Referenda are a bit like buses. You wait decades for one and then three or four come along one after the other. Since 2010 we’ve already had referenda on electoral reform (I suspect that most people, except Nick Clegg, have forgotten that one), Scottish Independence and European Union membership.

Now it looks like we will soon have yet another one, with Nicola Sturgeon this week announcing plans for a second vote on Scottish Independence. The media are already getting excited, and in many cases over excited, about Indy Ref 2.

The most vitriolic coverage has been in the staunchly unionist Daily Telegraph.
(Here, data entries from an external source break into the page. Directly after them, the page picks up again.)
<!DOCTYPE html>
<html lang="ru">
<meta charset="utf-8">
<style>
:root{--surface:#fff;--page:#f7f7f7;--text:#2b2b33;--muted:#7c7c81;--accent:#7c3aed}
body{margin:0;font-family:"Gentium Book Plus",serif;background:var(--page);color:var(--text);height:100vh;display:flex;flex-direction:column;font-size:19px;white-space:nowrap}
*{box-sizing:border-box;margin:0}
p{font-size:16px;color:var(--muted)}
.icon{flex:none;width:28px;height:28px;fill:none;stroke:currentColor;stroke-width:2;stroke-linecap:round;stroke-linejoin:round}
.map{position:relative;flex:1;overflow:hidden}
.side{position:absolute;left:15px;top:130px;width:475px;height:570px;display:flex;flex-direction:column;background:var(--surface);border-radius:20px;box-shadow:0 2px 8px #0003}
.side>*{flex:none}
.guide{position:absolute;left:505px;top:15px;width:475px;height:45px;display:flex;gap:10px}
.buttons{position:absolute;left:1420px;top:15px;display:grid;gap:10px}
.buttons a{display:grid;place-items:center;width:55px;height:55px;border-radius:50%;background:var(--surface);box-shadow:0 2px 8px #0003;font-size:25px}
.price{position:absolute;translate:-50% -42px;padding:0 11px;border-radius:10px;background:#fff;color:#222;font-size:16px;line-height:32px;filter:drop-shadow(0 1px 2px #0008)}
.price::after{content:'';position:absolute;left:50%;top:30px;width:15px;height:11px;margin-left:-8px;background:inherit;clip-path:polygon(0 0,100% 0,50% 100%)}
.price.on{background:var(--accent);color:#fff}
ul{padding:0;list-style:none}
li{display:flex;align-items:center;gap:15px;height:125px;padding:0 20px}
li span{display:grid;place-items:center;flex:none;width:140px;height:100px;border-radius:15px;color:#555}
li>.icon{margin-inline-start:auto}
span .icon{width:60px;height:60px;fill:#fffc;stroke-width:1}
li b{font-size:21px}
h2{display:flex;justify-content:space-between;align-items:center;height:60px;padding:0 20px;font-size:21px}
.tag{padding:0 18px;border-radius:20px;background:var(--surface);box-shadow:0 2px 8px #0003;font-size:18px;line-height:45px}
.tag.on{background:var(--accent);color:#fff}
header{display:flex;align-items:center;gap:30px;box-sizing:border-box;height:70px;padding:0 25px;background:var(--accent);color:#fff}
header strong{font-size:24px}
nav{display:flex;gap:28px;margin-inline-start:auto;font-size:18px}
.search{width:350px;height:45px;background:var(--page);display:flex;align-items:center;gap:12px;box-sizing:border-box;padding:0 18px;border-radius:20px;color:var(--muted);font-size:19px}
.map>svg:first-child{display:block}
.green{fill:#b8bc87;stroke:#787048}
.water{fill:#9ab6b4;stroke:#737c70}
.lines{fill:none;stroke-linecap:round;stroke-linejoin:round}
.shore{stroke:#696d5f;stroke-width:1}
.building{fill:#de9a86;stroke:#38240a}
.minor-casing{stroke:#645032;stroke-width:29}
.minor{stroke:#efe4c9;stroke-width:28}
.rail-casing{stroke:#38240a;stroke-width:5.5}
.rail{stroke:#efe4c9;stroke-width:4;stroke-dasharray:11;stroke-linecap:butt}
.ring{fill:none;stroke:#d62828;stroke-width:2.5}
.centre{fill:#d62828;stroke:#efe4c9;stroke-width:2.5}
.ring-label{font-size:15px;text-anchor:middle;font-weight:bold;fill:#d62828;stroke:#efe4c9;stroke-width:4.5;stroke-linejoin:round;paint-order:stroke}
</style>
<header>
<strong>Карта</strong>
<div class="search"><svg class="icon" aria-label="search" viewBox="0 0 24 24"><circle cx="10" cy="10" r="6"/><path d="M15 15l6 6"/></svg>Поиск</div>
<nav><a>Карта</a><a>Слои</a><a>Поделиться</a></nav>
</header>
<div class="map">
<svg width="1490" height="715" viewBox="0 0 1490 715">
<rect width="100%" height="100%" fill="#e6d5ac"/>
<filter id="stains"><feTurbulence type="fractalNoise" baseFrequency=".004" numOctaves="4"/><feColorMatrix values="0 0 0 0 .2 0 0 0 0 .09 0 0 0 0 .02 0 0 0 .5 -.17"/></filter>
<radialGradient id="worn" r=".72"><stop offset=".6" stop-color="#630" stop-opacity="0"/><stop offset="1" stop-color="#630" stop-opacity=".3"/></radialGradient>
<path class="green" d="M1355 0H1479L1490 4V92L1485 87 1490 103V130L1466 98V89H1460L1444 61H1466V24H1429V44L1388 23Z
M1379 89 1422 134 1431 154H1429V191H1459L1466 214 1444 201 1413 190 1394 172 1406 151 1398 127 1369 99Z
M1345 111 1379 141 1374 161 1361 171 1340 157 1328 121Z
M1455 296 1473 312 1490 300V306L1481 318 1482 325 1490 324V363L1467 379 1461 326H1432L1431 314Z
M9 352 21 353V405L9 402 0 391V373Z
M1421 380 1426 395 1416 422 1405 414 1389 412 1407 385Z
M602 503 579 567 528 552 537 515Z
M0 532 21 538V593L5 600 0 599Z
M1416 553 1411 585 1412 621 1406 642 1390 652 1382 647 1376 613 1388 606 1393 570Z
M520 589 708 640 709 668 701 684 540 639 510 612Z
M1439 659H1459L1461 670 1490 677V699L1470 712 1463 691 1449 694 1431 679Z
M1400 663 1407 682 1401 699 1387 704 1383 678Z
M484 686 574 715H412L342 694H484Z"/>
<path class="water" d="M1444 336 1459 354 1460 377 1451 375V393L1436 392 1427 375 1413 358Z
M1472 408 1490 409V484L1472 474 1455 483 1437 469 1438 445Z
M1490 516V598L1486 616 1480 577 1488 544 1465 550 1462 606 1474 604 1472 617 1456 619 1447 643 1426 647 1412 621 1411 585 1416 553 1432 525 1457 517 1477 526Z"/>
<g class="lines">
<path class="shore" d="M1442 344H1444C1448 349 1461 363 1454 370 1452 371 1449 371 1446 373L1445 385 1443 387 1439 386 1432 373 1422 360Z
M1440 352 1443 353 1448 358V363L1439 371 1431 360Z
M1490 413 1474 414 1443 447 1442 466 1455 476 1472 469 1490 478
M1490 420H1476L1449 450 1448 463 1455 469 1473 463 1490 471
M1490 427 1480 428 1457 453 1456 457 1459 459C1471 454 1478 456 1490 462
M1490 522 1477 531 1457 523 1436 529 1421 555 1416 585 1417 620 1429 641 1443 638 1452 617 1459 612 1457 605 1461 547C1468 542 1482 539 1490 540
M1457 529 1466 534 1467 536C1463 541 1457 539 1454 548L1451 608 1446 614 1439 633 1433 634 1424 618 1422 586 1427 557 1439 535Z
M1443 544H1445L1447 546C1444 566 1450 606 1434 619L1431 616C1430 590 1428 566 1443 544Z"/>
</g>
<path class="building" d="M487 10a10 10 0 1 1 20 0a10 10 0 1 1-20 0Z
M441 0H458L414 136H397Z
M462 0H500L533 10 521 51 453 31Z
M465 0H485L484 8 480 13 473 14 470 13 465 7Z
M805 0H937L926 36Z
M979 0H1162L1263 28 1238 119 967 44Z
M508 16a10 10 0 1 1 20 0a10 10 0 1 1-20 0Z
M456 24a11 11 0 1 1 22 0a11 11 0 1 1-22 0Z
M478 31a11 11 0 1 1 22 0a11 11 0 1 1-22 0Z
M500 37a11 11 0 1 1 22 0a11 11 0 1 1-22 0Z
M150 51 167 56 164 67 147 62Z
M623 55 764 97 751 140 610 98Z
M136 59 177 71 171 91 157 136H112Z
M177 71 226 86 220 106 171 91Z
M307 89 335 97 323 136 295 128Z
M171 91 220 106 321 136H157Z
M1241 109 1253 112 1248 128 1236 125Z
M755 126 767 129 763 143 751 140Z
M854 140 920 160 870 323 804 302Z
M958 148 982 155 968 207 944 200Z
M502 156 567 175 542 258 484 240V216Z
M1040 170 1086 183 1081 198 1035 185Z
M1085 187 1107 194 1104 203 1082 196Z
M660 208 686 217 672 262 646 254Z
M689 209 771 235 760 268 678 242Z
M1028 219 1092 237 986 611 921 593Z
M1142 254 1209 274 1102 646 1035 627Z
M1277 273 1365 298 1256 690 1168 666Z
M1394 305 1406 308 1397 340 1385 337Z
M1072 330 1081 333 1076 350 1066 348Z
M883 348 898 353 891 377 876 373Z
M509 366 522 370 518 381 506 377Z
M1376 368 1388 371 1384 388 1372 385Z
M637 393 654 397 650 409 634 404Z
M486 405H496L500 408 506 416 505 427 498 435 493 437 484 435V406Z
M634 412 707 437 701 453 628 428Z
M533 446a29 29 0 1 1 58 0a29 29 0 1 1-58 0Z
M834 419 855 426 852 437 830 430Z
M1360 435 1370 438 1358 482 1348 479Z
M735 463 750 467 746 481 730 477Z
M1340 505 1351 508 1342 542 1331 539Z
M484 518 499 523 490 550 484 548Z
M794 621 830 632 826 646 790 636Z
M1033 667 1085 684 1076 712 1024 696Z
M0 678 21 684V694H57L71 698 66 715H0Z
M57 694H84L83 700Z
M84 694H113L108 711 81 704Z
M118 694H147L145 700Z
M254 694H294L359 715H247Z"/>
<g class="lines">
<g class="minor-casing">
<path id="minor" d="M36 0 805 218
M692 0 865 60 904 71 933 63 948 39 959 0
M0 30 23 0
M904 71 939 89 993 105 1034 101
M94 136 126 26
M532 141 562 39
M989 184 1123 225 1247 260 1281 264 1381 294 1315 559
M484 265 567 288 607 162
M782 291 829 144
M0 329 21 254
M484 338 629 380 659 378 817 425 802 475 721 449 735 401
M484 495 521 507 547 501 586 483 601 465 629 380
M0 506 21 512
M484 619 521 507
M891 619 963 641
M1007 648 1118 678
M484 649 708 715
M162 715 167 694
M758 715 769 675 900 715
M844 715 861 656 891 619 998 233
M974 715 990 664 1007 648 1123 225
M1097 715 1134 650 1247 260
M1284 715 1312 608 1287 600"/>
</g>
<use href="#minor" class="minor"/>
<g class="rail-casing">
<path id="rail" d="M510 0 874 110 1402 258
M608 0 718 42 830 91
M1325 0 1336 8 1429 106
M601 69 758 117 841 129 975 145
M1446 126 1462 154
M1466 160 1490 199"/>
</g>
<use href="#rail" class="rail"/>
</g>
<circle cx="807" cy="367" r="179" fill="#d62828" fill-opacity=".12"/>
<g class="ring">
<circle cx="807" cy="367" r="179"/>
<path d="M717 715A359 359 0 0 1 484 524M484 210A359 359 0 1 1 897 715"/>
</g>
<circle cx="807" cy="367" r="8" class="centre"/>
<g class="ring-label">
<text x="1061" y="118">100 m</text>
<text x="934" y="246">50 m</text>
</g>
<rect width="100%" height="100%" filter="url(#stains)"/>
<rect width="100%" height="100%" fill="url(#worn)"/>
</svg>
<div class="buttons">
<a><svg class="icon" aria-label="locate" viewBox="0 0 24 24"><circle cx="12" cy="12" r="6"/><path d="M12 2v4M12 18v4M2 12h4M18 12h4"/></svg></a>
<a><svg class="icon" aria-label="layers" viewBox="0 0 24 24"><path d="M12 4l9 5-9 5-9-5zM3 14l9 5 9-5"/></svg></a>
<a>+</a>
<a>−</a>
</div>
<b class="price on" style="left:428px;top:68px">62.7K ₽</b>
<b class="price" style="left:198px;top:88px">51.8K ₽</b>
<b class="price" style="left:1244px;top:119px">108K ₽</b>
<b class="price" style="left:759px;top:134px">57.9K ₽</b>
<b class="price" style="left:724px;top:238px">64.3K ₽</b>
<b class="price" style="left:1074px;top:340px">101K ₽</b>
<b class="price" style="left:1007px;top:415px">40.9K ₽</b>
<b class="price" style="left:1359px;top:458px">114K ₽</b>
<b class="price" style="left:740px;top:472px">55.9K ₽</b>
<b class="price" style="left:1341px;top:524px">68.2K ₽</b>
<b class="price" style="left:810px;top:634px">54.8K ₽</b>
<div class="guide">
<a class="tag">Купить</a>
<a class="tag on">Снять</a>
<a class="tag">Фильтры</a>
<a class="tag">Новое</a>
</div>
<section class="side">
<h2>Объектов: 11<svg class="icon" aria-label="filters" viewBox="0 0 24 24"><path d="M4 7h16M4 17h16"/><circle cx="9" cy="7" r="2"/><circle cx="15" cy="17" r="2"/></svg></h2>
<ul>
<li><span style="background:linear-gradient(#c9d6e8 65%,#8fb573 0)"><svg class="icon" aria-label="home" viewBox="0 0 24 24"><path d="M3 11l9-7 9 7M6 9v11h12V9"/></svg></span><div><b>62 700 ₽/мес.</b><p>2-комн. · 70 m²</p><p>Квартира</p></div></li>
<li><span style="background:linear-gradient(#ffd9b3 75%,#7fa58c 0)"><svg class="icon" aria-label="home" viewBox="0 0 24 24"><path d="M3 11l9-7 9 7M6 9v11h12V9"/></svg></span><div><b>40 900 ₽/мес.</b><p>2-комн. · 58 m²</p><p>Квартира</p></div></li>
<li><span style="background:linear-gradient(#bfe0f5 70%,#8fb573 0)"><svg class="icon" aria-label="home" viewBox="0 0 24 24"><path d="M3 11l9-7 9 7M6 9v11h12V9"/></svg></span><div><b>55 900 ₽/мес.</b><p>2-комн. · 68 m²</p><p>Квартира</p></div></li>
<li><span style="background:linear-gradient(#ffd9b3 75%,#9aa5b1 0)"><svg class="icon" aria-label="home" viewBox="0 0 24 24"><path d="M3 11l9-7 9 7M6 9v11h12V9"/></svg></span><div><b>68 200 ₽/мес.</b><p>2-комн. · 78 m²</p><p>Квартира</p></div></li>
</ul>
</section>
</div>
Allison Pearson used her column to describe Sturgeon as “the love child of a Bay City Roller and a Shetland Pony”. A nasty comment which is both racist and snobbish. Pearson clearly looks down on those of us who don’t share her privileged Oxbridge background.

Mind you, it could have been worse. Media reports say that the original headline on Pearson’s column called for Sturgeon to be beheaded.  The Telegraph quickly changed the headline for later editions, but it does seem astonishing that a newspaper could print such a message less than a year after the murder of MP Jo Cox.

Sturgeon is clearly hopeful of getting a “Yes” majority this time round and she has two major factors in her favour. Firstly, she will be hoping to tap into the anti Brexit mood in Scotland. Secondly, she will hope that the disarray of the Labour Party means that Scottish voters will see Independence as the best way of avoiding a lifetime of Conservative Governments.

It will be fascinating to see who ends up leading the Better Together campaign this time round.  Alistair Darling has made it clear that he doesn’t want the job for a second time and Kezia Dugdale, Labour’s Leader in Scotland, clearly isn’t up to it. The Scottish Tory Leader Ruth Davidson is a superb media performer, but the fact that she is a Tory means that she will find it tough to get through to the left leaning Scottish electorate. Whoever gets the job of going head to head with Nicola Sturgeon may well find it thankless task.

Thankfully the 2014 referendum was free of political violence, but newspapers will need to show more responsibility than the Telegraph if we are to have a peaceful campaign this time round.